WHAT THE TASK REQUIRES
Report back every line below that carries the word "linejoin".

Collected data
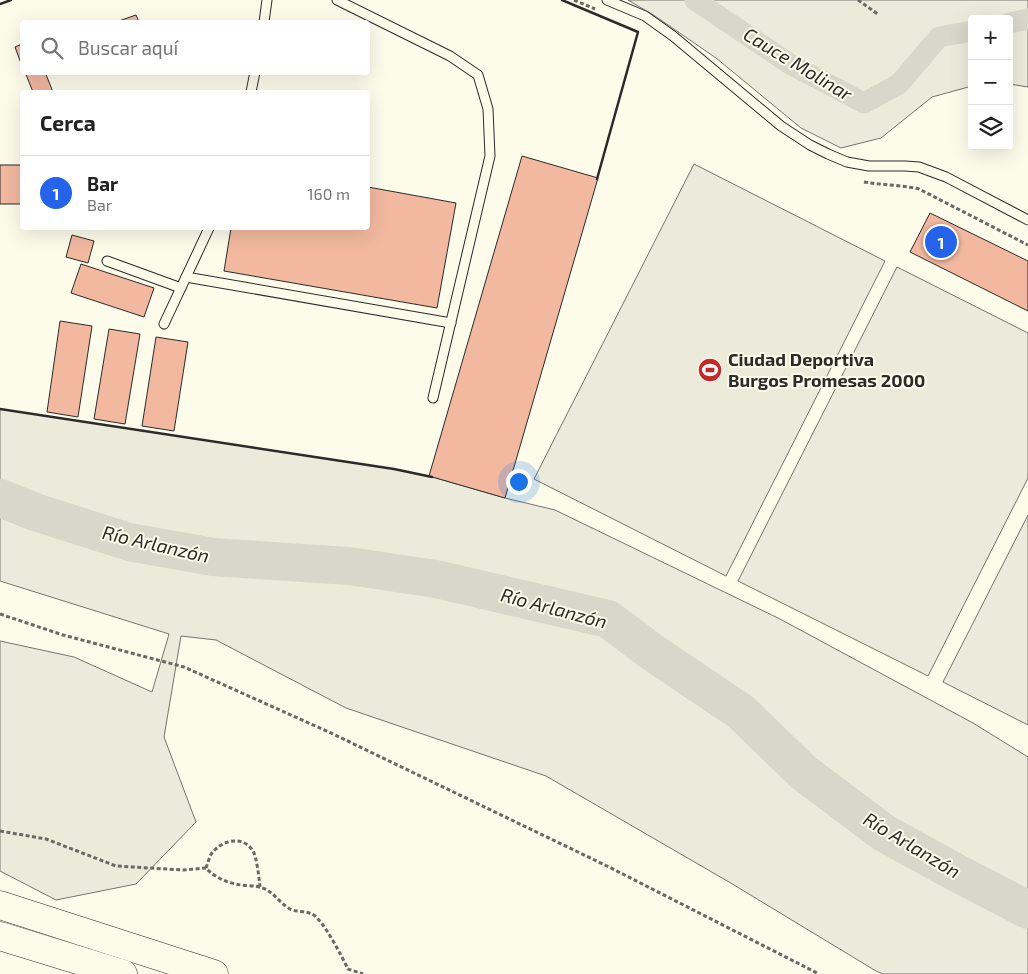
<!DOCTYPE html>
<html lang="es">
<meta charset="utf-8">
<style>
:root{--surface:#fff;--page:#f6f6f6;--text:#222;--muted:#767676;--line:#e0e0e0;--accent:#2563eb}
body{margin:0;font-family:"Exo 2",sans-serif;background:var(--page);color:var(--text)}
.controls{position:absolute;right:15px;top:15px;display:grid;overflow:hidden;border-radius:5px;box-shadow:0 5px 20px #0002}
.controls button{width:45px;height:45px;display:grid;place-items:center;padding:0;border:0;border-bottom:1px solid var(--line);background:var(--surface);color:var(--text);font:25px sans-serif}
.you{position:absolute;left:518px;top:481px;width:18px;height:18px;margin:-12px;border:4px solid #fff;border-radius:50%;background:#1a73e8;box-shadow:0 0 0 8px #1a73e833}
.badge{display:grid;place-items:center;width:32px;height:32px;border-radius:50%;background:var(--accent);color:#fff;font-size:16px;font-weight:700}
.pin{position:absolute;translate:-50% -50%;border:2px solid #fff;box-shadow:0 1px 5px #0006}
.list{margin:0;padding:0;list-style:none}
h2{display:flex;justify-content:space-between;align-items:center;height:65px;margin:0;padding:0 20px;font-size:21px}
h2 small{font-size:16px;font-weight:400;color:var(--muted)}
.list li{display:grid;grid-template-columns:32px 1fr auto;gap:15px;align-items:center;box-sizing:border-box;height:75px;padding:0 20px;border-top:1px solid var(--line)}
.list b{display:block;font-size:19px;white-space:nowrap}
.list p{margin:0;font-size:16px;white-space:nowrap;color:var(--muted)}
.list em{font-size:16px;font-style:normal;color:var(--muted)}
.icon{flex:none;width:28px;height:28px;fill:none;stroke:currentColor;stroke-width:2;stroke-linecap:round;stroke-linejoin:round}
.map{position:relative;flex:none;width:1028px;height:974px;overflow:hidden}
.search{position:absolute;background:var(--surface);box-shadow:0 5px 20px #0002;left:20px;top:20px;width:350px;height:55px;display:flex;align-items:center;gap:12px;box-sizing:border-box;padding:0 18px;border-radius:5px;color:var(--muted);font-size:19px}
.panel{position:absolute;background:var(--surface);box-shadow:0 5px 20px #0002;left:20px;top:90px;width:350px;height:140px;border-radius:5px}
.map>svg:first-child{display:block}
</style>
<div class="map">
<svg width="1028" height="974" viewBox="0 0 1028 974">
<rect width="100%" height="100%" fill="#fdfbea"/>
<g fill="#ecebdb" stroke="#74746e">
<polygon points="628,0 1028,0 1028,87 1009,84 1009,19 972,19 972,86 932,97 881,138 841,148 801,128 716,58 655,16"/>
<polygon points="694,164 885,261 726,576 534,479"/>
<polygon points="897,267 1028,333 1028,478 928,676 738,581"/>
<polygon points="0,409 394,469 429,476 505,498 555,510 780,619 973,723 1028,757 1028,974 883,974 876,971 729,882 546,776 346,708 216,640 181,636 164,737 196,822 136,884 56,900 0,871 0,641 74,657 152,692 169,634 0,581"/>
<polygon points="1028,515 1028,725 943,682"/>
</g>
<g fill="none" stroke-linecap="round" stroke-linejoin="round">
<g stroke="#d8d7c9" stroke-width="21">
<polyline points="695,0 790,64 864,103 899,84 939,37 972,31"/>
<polyline points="1009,23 1028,19"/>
</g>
<polyline stroke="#d8d7c9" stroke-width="38" points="0,498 35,512 129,542 213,557 349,566 436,579 608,619 652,652 741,712 803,772 884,833 955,872 1028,910"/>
</g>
<g fill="#f2b8a0" stroke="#2b2b2b">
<polygon points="136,15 139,22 116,22"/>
<polygon points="22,44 22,66 15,47"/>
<polygon points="25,72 45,72 53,92 33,92"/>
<polygon points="522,156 598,178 505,498 429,476"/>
<rect x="0" y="165" width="21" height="39"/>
<polygon points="368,187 456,203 437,308 224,271 231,228 368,228"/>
<polygon points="930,213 1028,261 1028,311 910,252"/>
<polygon points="72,235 94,241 88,263 66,257"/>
<polygon points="81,264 154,288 144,317 71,293"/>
<polygon points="60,321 92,326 78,417 47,412"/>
<polygon points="109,329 140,334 125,424 94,419"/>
<polygon points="156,337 188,342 174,431 142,426"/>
</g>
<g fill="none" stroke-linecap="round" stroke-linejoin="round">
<g stroke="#2b2b2b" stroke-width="11">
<g id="lane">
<polyline points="337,0 450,56 478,75 488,109 490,156 433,398"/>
<polyline points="607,0 645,16 673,36 781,126 810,145 828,154 847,162 869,166 905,166 919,167 946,177 1028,220"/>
<polyline points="264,22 267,0"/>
<polyline points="251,92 255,72"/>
<polyline points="107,261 181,288"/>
<polyline points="186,277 451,323"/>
<polyline points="164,324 209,228"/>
</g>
</g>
<g stroke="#2b2b2b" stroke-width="29">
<g id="highway">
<polyline points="0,905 214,974"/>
<polyline points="0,936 123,974"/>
</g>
</g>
<g stroke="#6a6964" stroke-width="3" stroke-dasharray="4 2.5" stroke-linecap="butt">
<polyline points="574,0 595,9"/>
<polyline points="858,0 879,15"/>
<path d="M864,182C882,185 901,185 919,189L1028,245"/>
<polyline points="0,614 63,635 184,667 331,733 607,866 819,974"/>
<path d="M0,831L46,839L116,866L183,870L206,868C213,876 225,882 236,884C243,886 252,885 259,887C271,889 277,900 287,907C294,913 304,910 312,914C323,919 342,957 348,969L363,974"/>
<path d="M206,868C208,863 209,857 212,853C222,840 243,835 253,851C257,858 259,878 260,887"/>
</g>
<use href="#lane" stroke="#fdfbea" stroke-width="9"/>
<use href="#highway" stroke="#fdfbea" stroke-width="28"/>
<g stroke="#2b2b2b" stroke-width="2.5">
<polyline points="562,0 638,32 597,179"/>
<polyline points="0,4 11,0"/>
<polyline points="0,409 394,469 432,477"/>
</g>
</g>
<defs>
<g id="stadium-disc" transform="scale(1.25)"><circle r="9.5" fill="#c62828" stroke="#fdfbea"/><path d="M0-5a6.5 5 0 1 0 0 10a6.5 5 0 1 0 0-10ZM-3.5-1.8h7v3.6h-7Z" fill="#fff"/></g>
</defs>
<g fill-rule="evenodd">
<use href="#stadium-disc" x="710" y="370"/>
</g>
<g text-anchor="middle" stroke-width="4" stroke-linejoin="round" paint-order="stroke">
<g font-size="18" font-weight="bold" fill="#2b2b2b" stroke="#fdfbea" text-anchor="start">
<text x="728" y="366">Ciudad Deportiva<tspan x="728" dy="21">Burgos Promesas 2000</tspan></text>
</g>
<g font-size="19" font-style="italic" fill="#2b2b2b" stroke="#fdfbea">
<text transform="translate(798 64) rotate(31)" y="7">Cauce Molinar</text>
<text transform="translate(156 544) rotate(13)" y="7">Río Arlanzón</text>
<text transform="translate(554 608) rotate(15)" y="7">Río Arlanzón</text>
<text transform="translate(912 845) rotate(31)" y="7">Río Arlanzón</text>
</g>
</g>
</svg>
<div class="controls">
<button>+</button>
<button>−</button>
<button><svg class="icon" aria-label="layers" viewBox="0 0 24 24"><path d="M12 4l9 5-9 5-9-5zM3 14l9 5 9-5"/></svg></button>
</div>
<div class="you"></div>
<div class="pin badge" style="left:941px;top:242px">1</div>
<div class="search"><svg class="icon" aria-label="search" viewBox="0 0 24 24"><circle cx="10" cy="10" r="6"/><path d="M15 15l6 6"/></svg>Buscar aquí</div>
<section class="panel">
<h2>Cerca<small></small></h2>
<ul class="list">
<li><span class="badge">1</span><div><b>Bar</b><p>Bar</p></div><em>160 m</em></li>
</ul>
</section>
</div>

RESPONSE TO THIS EXERCISE
.icon{flex:none;width:28px;height:28px;fill:none;stroke:currentColor;stroke-width:2;stroke-linecap:round;stroke-linejoin:round}
<g fill="none" stroke-linecap="round" stroke-linejoin="round">
<g fill="none" stroke-linecap="round" stroke-linejoin="round">
<g text-anchor="middle" stroke-width="4" stroke-linejoin="round" paint-order="stroke">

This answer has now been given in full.